We're currently seeing ~1K of these a day, which adds a bit of noise to the logs.

It looks like this change could be the cause: https://gerrit.wikimedia.org/r/c/mediawiki/vendor/+/1057922

Event Timeline

It looks like this change could be the cause: https://gerrit.wikimedia.org/r/c/mediawiki/vendor/+/1057922

It's from this patch, yes,
https://gerrit.wikimedia.org/r/c/mediawiki/services/parsoid/+/540620/8

but the difference is going from substr to PHPUtils::safeSubstr which adds the assertion. In other words, it's likely surfacing the issue, rather than being the cause.

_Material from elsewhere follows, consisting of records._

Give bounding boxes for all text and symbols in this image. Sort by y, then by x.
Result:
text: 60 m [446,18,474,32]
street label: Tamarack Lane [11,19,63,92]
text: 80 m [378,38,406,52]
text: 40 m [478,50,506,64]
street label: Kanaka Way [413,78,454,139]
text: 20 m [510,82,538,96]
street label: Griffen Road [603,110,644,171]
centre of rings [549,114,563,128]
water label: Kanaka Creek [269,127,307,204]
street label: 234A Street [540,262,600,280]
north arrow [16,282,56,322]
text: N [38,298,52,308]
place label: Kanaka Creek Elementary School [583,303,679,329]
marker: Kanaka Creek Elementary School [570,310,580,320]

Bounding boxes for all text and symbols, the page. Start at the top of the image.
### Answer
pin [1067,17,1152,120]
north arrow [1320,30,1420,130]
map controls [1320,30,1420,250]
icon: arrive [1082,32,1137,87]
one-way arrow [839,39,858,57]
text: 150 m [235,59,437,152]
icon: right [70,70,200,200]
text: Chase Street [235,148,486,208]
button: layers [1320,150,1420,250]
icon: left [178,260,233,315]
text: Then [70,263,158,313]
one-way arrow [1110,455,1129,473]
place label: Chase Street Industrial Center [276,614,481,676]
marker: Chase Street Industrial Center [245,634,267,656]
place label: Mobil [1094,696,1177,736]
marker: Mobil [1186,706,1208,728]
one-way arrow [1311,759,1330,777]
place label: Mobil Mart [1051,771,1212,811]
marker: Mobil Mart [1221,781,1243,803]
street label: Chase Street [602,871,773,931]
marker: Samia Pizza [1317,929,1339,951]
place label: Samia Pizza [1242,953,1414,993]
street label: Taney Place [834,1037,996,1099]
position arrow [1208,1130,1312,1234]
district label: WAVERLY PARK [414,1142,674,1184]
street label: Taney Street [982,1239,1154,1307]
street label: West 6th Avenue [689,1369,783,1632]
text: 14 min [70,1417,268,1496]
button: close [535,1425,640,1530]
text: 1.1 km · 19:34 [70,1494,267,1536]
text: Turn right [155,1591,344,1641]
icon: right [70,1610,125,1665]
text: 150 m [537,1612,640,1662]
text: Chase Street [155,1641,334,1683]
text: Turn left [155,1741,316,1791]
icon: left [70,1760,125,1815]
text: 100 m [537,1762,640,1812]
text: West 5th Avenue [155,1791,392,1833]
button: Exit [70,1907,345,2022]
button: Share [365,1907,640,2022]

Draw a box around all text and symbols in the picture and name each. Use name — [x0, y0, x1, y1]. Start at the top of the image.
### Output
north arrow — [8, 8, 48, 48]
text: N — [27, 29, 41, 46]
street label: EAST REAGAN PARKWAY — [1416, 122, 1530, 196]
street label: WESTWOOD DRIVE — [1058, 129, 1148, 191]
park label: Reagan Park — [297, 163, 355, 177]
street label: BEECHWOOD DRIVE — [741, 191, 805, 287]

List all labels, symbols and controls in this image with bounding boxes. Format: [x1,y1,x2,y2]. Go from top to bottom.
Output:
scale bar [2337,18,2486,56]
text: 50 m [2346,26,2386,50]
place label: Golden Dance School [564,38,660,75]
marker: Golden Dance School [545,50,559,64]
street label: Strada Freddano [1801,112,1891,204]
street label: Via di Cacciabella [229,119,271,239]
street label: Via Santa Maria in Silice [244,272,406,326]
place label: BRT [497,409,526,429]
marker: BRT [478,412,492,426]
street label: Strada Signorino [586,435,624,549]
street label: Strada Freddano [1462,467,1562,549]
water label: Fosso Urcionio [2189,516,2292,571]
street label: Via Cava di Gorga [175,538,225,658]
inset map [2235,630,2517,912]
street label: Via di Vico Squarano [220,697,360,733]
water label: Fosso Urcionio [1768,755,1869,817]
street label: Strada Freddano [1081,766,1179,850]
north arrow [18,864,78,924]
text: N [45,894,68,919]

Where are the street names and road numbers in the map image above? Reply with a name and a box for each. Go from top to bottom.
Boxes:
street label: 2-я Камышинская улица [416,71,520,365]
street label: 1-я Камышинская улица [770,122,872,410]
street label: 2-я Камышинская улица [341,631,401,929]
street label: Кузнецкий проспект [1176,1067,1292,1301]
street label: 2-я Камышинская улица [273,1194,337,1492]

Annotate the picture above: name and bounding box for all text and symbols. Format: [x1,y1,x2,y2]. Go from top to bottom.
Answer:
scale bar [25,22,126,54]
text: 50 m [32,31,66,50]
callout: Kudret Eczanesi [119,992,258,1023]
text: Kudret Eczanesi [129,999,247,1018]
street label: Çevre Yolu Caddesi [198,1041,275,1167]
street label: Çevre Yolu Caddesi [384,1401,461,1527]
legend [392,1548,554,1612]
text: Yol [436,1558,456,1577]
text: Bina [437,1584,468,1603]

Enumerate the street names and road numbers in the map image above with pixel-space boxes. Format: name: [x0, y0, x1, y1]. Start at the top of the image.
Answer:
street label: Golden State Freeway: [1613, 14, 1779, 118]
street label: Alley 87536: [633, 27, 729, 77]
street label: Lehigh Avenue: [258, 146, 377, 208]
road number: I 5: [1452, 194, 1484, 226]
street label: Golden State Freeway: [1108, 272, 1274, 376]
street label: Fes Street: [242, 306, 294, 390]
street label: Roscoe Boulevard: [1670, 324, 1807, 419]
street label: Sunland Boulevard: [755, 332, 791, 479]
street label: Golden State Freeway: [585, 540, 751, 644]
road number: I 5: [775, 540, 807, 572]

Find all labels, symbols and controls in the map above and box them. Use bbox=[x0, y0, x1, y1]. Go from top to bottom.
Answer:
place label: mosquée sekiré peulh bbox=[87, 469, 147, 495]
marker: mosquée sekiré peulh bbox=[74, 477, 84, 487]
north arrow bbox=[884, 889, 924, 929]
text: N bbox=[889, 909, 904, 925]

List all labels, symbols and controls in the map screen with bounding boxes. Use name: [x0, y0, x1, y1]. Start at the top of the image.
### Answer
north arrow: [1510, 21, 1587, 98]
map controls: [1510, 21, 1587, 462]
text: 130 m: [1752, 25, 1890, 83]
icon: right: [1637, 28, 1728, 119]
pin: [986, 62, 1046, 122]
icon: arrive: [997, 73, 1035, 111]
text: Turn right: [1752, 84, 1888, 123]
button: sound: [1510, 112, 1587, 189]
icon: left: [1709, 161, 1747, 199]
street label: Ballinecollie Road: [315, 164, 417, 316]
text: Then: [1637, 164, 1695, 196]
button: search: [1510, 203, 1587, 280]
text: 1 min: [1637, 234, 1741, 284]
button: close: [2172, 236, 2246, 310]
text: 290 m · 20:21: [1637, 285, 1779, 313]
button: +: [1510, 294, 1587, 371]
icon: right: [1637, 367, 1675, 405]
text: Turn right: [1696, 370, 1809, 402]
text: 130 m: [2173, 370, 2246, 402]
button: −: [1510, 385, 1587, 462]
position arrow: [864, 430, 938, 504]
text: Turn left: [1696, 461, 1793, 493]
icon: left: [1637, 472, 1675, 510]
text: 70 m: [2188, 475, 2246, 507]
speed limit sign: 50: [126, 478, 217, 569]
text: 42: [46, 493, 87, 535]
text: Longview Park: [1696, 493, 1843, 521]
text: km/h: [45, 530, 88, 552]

jnuche triaged this task as Unbreak Now! priority.Aug 8 2024, 10:27 AM

We got a continuous stream of this error and of T371617 after deploying wmf.17 to group2:

image.png (438×1 px, 68 KB)

Out of caution, I'm rolling back the train and setting these two errors as train blockers until someone can verify the actual impact

The root cause is usually old revisions with bad UTF-8, so the volume tends to vary based on how many folks are digging through back history.

I'll take a look to see if I can narrow things down more specifically, but as @arlo says this isn't a new issue, just a new log.

I'll take a look to see if I can narrow things down more specifically, but as @arlo says this isn't a new issue, just a new log.

Would it be possible to add more specific information about the error to the logged message field?

The data in the log entry is pretty generic: message is "Invariant failed: Bad UTF-8 at start of string", source file is "assert/src/Assert.php", etc. The only place with discriminating info is the stacktrace itself, but that field is not indexed and we cannot add filters for it on the dashboards. So the errors are creating a significant level of noise in the logs that we can't filter out at the moment or more precisely, I'm worried about filtering out too much by accident.

I'm having trouble reproducing the stack trace in the example; it's a html-to-wikitext conversion driven by an edit in Visual Editor. I suspect the issue is the following heading:

== أعراض الألم النفسي<ref>{{استشهاد ويب|عنوان=الألم النفسي: أسبابه، وأعراضه، وعلاجه|مسار=https://www.annajah.net/%D8%A7%D9%84%D8%A3%D9%84%D9%85-%D8%A7%D9%84%D9%86%D9%81%D8%B3%D9%8A-%D8%A3%D8%B3%D8%A8%D8%A7%D8%A8%D9%87-%D9%88%D8%A3%D8%B9%D8%B1%D8%A7%D8%B6%D9%87-%D9%88%D8%B9%D9%84%D8%A7%D8%AC%D9%87-article-33779|تاريخ الوصول=2024-08-06|صحيفة=النجاح|لغة=ar-SA}}</ref><ref>{{استشهاد ويب|عنوان=الألم النفسي وكيفية التعامل معه|مسار=https://altibbi.com/%D9%85%D9%82%D8%A7%D9%84%D8%A7%D8%AA-%D8%B7%D8%A8%D9%8A%D8%A9/%D8%A7%D9%84%D8%B5%D8%AD%D8%A9-%D8%A7%D9%84%D9%86%D9%81%D8%B3%D9%8A%D8%A9/%D8%A7%D9%84%D8%A7%D9%84%D9%85-%D8%A7%D9%84%D9%86%D9%81%D8%B3%D9%8A-9171|تاريخ الوصول=2024-08-06|صحيفة=الطبي|مؤلف=Altibbi.com|لغة=ar-US}}</ref> ==

which is quite an impressive mess.

I'll take a look to see if I can narrow things down more specifically, but as @arlo says this isn't a new issue, just a new log.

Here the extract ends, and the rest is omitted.